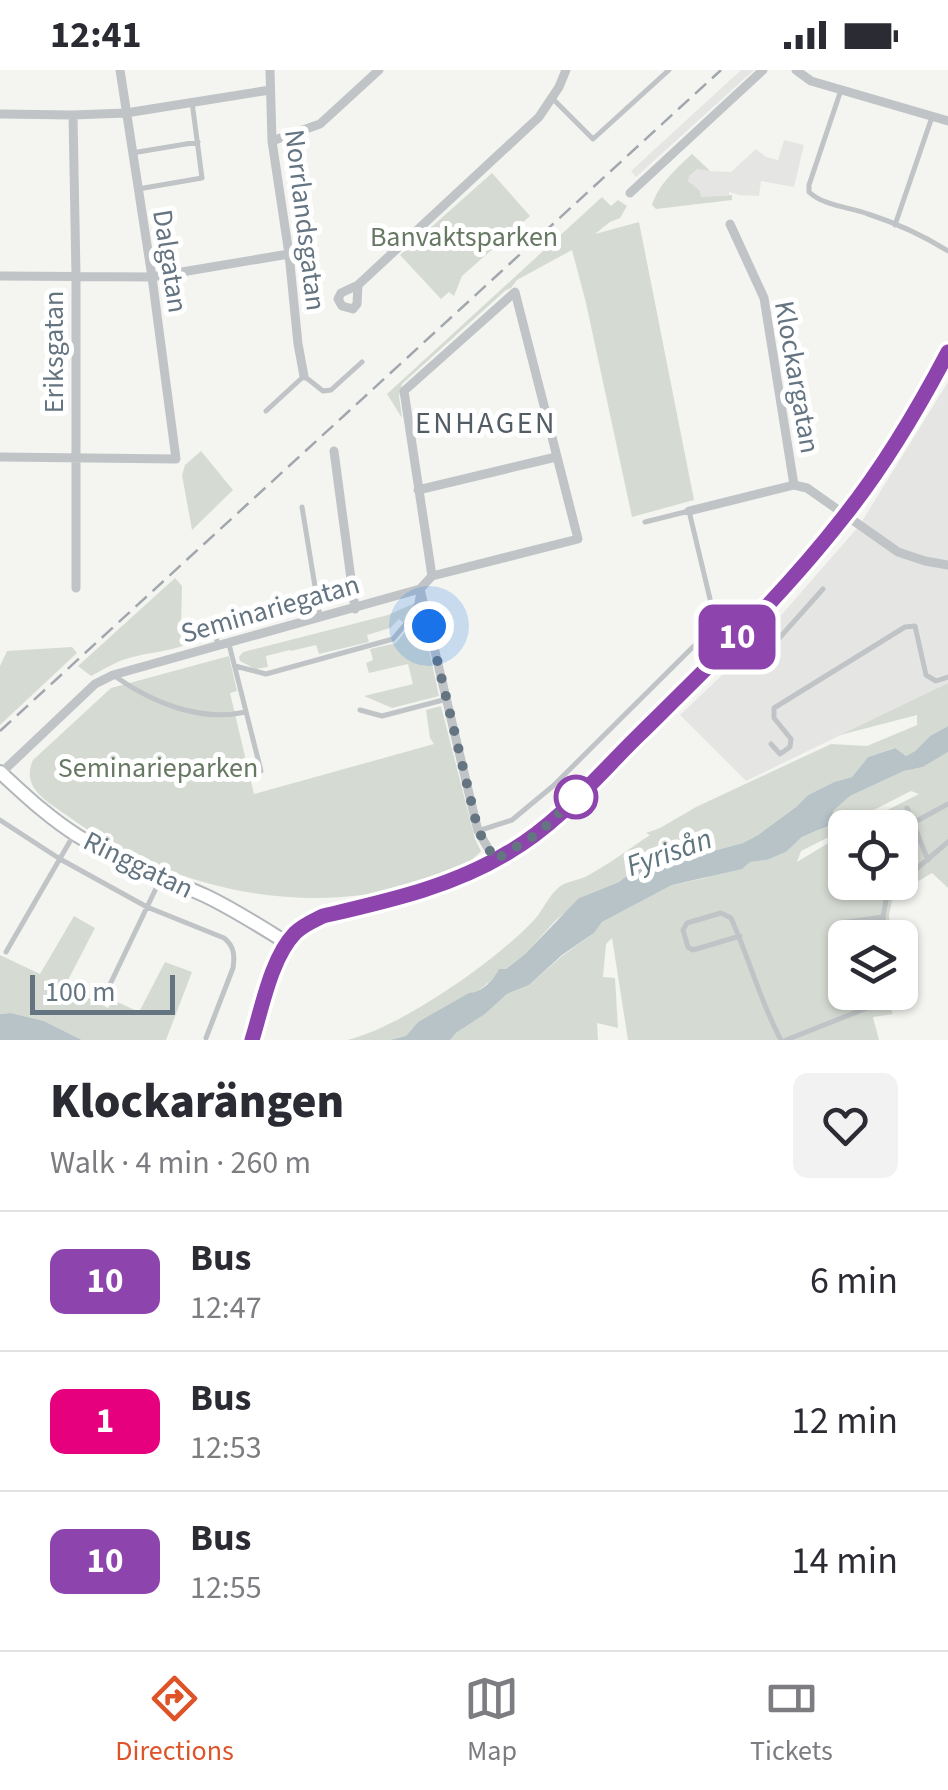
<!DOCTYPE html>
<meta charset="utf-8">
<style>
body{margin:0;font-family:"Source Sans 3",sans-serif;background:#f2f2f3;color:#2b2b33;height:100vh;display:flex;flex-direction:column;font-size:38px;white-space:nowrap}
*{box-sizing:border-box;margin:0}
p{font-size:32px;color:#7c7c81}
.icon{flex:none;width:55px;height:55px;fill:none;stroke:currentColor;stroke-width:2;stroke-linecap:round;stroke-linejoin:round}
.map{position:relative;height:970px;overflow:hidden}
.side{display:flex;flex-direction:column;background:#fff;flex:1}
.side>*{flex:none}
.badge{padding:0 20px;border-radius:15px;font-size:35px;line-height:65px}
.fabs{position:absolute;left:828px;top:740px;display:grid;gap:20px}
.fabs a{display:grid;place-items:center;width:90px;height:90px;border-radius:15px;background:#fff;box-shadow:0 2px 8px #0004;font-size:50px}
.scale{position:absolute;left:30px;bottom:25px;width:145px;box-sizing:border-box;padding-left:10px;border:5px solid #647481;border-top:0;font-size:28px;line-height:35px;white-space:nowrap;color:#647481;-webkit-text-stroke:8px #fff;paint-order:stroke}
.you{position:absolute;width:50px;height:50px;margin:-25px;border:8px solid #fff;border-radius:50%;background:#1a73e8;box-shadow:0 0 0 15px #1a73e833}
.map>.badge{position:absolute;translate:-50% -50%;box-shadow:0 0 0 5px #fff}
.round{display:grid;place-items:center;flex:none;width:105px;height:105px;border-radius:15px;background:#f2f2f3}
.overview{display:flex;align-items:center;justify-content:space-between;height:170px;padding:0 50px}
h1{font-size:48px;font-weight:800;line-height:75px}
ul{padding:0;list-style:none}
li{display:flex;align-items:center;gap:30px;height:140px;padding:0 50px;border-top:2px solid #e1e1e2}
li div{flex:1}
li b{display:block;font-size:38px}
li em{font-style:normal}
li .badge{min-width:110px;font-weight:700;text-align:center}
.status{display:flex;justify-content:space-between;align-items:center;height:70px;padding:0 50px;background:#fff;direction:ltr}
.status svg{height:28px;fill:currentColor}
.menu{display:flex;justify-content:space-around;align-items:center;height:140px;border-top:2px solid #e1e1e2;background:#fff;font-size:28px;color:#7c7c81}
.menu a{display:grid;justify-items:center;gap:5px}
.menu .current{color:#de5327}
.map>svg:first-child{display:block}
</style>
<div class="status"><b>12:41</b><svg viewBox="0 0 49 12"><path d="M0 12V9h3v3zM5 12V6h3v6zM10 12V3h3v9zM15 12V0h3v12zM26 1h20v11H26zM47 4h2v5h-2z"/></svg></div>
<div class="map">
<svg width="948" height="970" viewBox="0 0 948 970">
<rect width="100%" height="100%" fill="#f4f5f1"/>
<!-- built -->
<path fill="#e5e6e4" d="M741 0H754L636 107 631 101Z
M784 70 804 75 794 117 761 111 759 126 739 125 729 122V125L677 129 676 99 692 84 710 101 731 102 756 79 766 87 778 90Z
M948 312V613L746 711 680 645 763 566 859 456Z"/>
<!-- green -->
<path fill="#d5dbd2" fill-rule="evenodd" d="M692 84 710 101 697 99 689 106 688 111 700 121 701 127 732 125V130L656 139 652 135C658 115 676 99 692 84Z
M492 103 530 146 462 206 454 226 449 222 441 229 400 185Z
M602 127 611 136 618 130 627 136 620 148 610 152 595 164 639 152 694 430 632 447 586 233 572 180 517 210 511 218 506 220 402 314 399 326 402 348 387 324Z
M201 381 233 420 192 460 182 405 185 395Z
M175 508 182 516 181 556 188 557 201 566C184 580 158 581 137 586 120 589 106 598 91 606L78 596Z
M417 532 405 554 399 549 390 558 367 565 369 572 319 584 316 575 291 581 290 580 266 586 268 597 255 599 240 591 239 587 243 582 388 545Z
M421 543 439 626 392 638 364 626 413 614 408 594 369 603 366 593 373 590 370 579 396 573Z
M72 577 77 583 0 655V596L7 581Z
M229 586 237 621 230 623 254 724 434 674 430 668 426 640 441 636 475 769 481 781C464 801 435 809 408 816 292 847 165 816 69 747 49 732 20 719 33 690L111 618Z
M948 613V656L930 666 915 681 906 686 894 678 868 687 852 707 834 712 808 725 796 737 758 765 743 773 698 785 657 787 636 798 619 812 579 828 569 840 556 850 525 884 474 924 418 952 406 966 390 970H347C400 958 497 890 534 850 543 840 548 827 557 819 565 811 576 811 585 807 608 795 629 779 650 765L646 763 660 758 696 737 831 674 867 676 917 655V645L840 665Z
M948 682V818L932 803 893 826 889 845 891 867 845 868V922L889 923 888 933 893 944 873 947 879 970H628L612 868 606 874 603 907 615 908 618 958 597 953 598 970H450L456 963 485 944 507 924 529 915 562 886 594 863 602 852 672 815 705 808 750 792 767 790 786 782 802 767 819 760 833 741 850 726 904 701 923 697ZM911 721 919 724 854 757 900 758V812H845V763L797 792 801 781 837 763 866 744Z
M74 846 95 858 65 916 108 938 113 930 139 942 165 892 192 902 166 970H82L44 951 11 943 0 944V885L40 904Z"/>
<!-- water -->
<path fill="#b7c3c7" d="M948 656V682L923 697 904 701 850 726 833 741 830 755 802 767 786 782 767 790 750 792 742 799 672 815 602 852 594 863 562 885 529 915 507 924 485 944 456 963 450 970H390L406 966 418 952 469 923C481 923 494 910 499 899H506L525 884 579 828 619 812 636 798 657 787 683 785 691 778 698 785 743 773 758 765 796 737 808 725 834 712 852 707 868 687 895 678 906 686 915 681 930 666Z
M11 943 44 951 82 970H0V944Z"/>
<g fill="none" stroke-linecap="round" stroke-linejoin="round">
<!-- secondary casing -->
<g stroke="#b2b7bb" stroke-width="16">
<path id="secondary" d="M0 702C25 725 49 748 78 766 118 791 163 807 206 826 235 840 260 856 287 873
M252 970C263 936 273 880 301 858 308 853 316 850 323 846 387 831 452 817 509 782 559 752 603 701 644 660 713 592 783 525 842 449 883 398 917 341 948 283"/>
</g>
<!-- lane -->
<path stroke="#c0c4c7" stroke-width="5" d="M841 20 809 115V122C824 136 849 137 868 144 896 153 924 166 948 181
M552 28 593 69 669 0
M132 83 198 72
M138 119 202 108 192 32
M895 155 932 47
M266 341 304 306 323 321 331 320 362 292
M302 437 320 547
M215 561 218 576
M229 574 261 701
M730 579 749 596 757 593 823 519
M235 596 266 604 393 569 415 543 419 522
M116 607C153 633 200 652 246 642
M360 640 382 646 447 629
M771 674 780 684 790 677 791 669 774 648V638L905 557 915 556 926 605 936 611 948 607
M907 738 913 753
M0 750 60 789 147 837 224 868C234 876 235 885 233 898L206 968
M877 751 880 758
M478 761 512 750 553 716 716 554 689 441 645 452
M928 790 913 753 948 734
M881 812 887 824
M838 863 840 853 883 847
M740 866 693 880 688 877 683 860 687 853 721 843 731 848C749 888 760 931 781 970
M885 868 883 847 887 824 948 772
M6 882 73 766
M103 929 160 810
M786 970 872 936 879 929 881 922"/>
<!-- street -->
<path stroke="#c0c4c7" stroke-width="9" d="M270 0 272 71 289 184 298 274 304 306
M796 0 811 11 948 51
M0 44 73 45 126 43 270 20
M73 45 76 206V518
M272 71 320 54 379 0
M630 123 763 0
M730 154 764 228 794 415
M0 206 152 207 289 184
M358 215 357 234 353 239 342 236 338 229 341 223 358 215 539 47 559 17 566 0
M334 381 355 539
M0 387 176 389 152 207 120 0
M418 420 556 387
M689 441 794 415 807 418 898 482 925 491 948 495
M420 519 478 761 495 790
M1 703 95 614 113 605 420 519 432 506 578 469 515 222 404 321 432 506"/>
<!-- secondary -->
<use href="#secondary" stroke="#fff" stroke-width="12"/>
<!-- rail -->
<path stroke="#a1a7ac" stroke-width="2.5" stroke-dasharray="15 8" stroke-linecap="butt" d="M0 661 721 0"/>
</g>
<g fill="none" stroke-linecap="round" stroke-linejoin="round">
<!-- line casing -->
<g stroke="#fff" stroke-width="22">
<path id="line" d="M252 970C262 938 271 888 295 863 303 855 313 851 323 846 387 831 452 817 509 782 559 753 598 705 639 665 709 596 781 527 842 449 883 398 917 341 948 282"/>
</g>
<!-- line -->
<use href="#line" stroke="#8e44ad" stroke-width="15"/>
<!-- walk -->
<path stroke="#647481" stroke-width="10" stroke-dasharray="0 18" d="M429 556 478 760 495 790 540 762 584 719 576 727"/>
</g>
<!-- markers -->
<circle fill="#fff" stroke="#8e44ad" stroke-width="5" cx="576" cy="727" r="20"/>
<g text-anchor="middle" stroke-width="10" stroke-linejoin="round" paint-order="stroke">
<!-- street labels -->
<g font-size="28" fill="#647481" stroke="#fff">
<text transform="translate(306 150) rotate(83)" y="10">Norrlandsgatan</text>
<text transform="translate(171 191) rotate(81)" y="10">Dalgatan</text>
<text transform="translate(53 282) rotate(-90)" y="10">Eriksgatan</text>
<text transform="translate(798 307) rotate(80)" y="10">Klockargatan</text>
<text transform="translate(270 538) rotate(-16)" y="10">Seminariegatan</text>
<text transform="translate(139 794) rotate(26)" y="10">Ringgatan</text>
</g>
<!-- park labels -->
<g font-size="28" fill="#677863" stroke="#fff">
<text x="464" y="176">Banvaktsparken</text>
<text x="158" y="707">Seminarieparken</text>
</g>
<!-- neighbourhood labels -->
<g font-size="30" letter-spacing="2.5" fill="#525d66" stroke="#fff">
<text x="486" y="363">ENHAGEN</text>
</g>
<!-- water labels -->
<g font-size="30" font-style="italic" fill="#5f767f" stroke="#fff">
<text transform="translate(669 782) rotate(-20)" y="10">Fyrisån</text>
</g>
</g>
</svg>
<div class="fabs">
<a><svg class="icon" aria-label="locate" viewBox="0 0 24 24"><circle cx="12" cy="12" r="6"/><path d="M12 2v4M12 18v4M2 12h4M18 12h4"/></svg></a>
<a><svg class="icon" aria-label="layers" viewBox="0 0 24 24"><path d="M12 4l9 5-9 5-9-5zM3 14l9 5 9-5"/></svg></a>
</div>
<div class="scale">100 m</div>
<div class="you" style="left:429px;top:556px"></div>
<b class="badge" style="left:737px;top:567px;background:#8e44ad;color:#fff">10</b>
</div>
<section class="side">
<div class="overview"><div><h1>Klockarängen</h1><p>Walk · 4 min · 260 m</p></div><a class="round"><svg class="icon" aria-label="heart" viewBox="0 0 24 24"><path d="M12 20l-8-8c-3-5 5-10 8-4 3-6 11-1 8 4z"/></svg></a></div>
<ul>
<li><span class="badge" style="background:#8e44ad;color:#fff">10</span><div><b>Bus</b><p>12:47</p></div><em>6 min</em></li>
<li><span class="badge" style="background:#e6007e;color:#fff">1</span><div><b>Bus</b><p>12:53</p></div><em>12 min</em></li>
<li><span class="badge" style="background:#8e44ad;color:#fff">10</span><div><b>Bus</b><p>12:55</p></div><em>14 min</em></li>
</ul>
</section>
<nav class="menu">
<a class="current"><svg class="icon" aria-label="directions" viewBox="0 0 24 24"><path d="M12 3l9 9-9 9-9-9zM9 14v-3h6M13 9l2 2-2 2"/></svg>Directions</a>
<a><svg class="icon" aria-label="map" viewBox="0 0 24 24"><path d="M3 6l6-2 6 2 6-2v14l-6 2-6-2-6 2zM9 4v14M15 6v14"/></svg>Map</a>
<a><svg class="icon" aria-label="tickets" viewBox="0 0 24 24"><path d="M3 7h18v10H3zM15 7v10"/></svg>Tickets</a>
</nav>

****************************************

# [What is needed]
Across the data, pull every line containing the string "sizing".

# [Answer to this exercise]
*{box-sizing:border-box;margin:0}
.scale{position:absolute;left:30px;bottom:25px;width:145px;box-sizing:border-box;padding-left:10px;border:5px solid #647481;border-top:0;font-size:28px;line-height:35px;white-space:nowrap;color:#647481;-webkit-text-stroke:8px #fff;paint-order:stroke}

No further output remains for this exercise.